Маша тем временем успела спрятать конверт в свою сумочку.
– Идем… – Кравченко обнял ее за талию.
– До шести мне нужно успеть в банк.
– Успеешь, – сказал он, и они прошли в кабинет.
Двадцатого числа каждого месяца Маша ходила в банк. Она умела копить деньги и знала свой долг. Что бы ни случилось, в этот день каждый месяц Маша посылала матери пятьсот долларов.
В маленьком поселке, где жила ее мать, эта сумма считалась астрономической. Соседки судачили, строили предположения, откуда у дочери Сани Волковой такие деньжищи, но дальше предположений дело не шло, и ей просто завидовали.
Сверх пенсии инвалида второй группы Волкова тратила две тысячи на квартплату и электроэнергию. Остальные откладывала для дочери. Та догадывалась, но продолжала аккуратно высылать деньги.
После разговора с Мариной Львовной у Маши остался неприятный осадок. Она вспомнила свою мать и стала мечтать об их предстоящей встрече. Уж тут будут и слезы, и поцелуи, но никак не холодное «еще встретимся».
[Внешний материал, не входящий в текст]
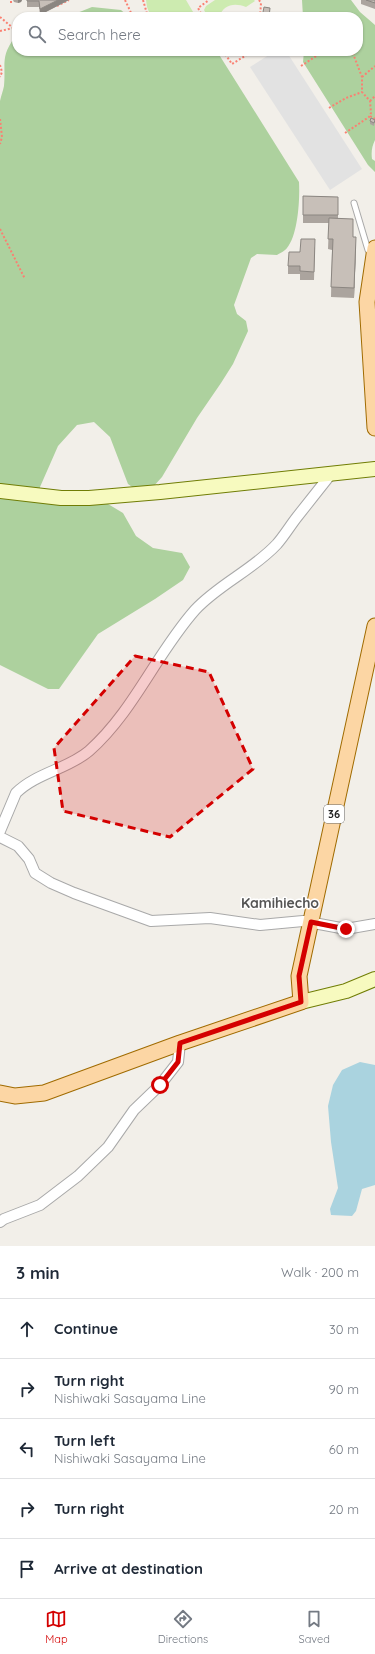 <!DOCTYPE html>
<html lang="en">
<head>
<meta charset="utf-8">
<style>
	:root { --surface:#fff; --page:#f6f6f7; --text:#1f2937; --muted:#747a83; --line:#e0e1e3; --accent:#d40000 }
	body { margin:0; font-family:Quicksand,sans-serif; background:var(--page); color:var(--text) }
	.stop { position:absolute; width:12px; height:12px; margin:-9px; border:3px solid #d40000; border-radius:50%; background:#fff }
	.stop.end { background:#d40000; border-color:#fff; box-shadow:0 1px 4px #0008 }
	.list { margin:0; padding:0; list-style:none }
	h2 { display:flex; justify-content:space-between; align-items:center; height:52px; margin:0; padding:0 16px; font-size:17px }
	h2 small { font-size:13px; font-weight:400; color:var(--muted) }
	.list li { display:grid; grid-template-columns:26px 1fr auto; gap:12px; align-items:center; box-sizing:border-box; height:60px; padding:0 16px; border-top:1px solid var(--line) }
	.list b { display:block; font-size:15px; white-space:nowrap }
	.list p { margin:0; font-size:13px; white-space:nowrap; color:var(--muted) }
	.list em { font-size:13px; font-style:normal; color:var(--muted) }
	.icon { flex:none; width:22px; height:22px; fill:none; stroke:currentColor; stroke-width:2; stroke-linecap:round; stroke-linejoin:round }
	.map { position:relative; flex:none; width:375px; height:1246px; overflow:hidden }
	.search { position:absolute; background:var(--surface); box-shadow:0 1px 3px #0004; left:12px; right:12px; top:12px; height:44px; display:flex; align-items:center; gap:10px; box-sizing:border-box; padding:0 14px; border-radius:16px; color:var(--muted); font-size:15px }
	.sheet { height:352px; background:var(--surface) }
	nav { display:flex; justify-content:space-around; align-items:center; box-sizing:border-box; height:56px; border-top:1px solid var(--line); background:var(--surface); font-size:11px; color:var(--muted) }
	nav a { display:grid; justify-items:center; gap:2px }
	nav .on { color:var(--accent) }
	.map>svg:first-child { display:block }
	.grass { fill:#cdebb0 }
	.forest { fill:#add19e }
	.parking { fill:#e2e2e2 }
	.water { fill:#aad3df }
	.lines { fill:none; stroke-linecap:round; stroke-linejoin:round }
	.lane-casing { stroke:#a9a9a9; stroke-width:7 }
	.street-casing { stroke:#a9a9a9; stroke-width:12 }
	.secondary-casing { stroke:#707d05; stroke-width:16 }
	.primary-casing { stroke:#a06b00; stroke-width:17 }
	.path { stroke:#fa8072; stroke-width:2; stroke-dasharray:2 2; stroke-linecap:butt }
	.lane { stroke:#fff; stroke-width:5 }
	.street { stroke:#fff; stroke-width:10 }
	.secondary { stroke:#f7fabf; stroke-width:14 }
	.primary { stroke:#fcd6a4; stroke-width:15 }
	.wall { fill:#aba49e }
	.shaded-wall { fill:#8b8681 }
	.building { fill:#c7bfb8; stroke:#8b8681 }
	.route { stroke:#d40000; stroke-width:5 }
	.marked { fill:#d40000; fill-opacity:0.2; stroke:#d40000; stroke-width:3; stroke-dasharray:8 5; stroke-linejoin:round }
	.labels { text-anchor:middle; stroke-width:3; stroke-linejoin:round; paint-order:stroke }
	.shield { fill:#fff; stroke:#646464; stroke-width:1 }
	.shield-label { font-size:11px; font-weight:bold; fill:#222 }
	.quarter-label { font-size:14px; font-weight:bold; fill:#555; stroke:#fff }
</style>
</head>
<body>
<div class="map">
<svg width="375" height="1246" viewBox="0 0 375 1246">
	<rect width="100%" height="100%" fill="#f2efe9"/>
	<path class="grass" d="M146 0H186L196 17H151L147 7Z
		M215 0H254L255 1 246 7C234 2 223 5 219 17H208L204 10 206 6Z"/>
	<path class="forest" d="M302 0H351L360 12 375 25V140C372 146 371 152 372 159L375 161V172L368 165 303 62 304 51H358V17H303Z
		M92 7 121 10 129 17H72L77 13Z
		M17 36V51H186L218 53 299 182C300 199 298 235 287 248 285 251 280 253 277 255L257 254 251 258 234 305 237 314 246 321 248 331 233 364 221 383 197 418 162 477 152 488 135 489 128 484 110 437 94 422 77 425 58 446 40 487V501L59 505 108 504 123 513 136 536 153 548 182 553 190 567 183 580 155 599 98 634 59 689H48L0 665V101C1 96 3 91 4 86 6 64 0 57 15 37Z"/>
	<path class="parking" d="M275 51H286L362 169 330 190 250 67Z"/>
	<path class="water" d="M360 1062 375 1065V1185L362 1189 356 1211 352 1216 331 1215 330 1209 338 1188 331 1142 328 1106 333 1085 342 1070Z"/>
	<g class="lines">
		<g class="lane-casing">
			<path id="lane" d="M354 203 368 250 371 253"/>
		</g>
		<g class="street-casing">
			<path id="street" d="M0 831 16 793C36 773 68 769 89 751 134 711 156 654 195 610 219 584 253 570 277 544 284 536 290 526 297 517 308 503 320 488 331 474
				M0 837 18 846 29 859 35 873 51 883 74 893 151 921 210 918 260 925 303 921 346 929 375 924
				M0 1222 4 1219 40 1205 78 1176 108 1147 134 1110 160 1085 178 1062 180 1043"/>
		</g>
		<g class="secondary-casing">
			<path id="secondary" d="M0 491 61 498H89L160 492 375 469
				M301 1002 346 991 375 979"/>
		</g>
		<g class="primary-casing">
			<path id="primary" d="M375 248 367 302 375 428
				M0 1093 15 1096 44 1093 180 1043 301 1002 299 976 375 626"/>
		</g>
		<path class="path" d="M125 0 133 17
			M143 0 148 17
			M259 0 261 3 260 17
			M11 3V0
			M57 6 69 0
			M0 17 13 28H17
			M203 17 198 8 209 0
			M0 31 13 28
			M223 51 232 64 253 51
			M0 65 2 72 0 77
			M301 66 324 51
			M362 77 375 66
			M370 101 375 96
			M329 108 346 98 362 92
			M370 116 375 119
			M0 119 2 137 0 144
			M345 133 369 117 371 113 370 101 362 92V77L352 51
			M0 229 25 279"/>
		<use href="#lane" class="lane"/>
		<use href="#street" class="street"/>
		<use href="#secondary" class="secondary"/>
		<use href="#primary" class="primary"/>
	</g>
	<path class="wall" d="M13 0H22L21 2 18 3 14 2Z
		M27 0H69L40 15 39 7H27Z
		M361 0H375V9L361 4Z
		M375 120 374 126 370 124V121Z
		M303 196 338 197V218L353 237 356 248 354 298 331 297 332 250 328 249 329 223H303Z
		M315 247 314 280H300V274H288V266L300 252Z"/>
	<path class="shaded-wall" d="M18 0H22L21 2 18 3Z
		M58 0H69L40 15V9Z
		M356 237V248L354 298V288Z"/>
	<path class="building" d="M27 0H58L40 9 39 1H27Z
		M366 0H375V3Z
		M264 7 270 8 269 17H262Z
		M371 118 375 120 374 123 370 121Z
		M303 196 338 197V215H303Z
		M329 218 353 219V237H356L354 288 331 287 333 239H328Z
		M301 239H315L314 272 300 271V266H288L289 252H300Z"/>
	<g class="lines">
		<path class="route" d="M160 1085 178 1062 180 1043 301 1002 299 976 311 922 346 929"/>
	</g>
	<path class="marked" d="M135 656 209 672 253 769 170 837 63 811 54 748Z"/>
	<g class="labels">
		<rect class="shield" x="324" y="805" width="20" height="18" rx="3"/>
		<g class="shield-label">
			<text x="334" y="818">36</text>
		</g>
		<g class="quarter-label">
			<text x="280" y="908">Kamihiecho</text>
		</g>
	</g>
</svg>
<div class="stop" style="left:160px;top:1085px"></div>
<div class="stop end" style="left:346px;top:929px"></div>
<div class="search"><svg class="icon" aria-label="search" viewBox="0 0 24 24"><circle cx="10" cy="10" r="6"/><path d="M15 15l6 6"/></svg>Search here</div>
</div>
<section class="sheet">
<h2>3 min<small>Walk · 200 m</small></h2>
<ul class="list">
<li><svg class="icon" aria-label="ahead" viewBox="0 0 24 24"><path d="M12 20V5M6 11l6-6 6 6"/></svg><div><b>Continue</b></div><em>30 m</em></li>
<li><svg class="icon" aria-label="right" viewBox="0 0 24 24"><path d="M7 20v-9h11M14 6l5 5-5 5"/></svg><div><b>Turn right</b><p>Nishiwaki Sasayama Line</p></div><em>90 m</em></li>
<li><svg class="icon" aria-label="left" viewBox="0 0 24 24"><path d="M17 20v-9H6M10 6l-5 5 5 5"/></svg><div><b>Turn left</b><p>Nishiwaki Sasayama Line</p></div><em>60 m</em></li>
<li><svg class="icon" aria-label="right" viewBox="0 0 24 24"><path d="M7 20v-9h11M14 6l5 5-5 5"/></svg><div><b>Turn right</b></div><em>20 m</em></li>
<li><svg class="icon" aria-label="arrive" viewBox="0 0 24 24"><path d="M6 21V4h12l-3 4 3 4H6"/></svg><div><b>Arrive at destination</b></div></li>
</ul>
</section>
<nav>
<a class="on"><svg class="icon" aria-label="map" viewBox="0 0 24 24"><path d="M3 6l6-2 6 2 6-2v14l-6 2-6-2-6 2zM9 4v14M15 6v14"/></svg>Map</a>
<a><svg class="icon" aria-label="directions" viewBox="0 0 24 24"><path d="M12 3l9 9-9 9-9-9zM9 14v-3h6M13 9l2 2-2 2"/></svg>Directions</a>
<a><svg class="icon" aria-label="saved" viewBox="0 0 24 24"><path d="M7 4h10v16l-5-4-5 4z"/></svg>Saved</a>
</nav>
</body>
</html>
Когда умер Машин отец, ей было шесть, маме – почти сорок. В одночасье они стали сиротами. Упав в строительный котлован, отец сломал себе шею. Малолетняя Маша не разбиралась в вопросах жизни и смерти, но уже выучила слова: «умер» и «никогда».
Она стала панически бояться за мать и, когда та уходила на работу, садилась на подоконник и терпеливо ждала ее возвращения. Маша могла просидеть так целый день. Засыпала, просыпалась и снова смотрела на угол дома, из-за которого обычно появлялась мама. Знала, что с ней будет, если та когда-нибудь не появится. Близких родственников у них не было. Оставался только детдом.
К счастью, этого не случилось. Мама хоть и болела, но старалась держаться. Денег им хронически не хватало, и когда Маша пошла в школу, платье, фартук и даже пальто ей сшила сама мама.
Квартирка у них была маленькая, с полосатыми ковриками на чистом полу. Однажды в этой квартирке появился дядя Петя. Он хотел стать для Маши папой. Мама не возражала.
Соседки во дворе цеплялись за Машу, спрашивали, спит ли дядя Петя с мамой в одной постели. Сообразив, что, наверное, это плохо, Маша отвечала: нет. Конечно, она врала.
Дядя Петя был пьющим. Когда он выпивал половину бутылки, становился благодушным, доставал из карманов мелочь и жаловал ее Маше. Конфет она не покупала, а все деньги складывала в копилку. Когда в доме не было хлеба, отдавала их маме.
Допив бутылку, дядя Петя становился хмурым и грубым. Тогда доставалось всем: маме, Маше и даже соседкам. Во время очередного скандала Маша услышала слово «разлучница». Оказалось, что у дяди Пети была семья и двое детей. Об этом знали соседи, знакомые и сама мама. Не знала только Маша. Она поверила в то, что дядя Петя стал ей папой.
Тогда Маша усвоила главное правило жизни – мужчинам верить нельзя.
В один из вечеров за дядей Петей пришла семья: жена и две сопливые девочки. Он был пьян, и его жена решила поквитаться с разлучницей. Она вцепилась в маму и стала таскать ее за волосы. Увидав такое, Маша словно сошла с ума, кинулась на пол и вцепилась зубами в мускулистую ногу дяди-Петиной жены. Та взвыла и разжала пальцы, из ее икры брызнула кровь.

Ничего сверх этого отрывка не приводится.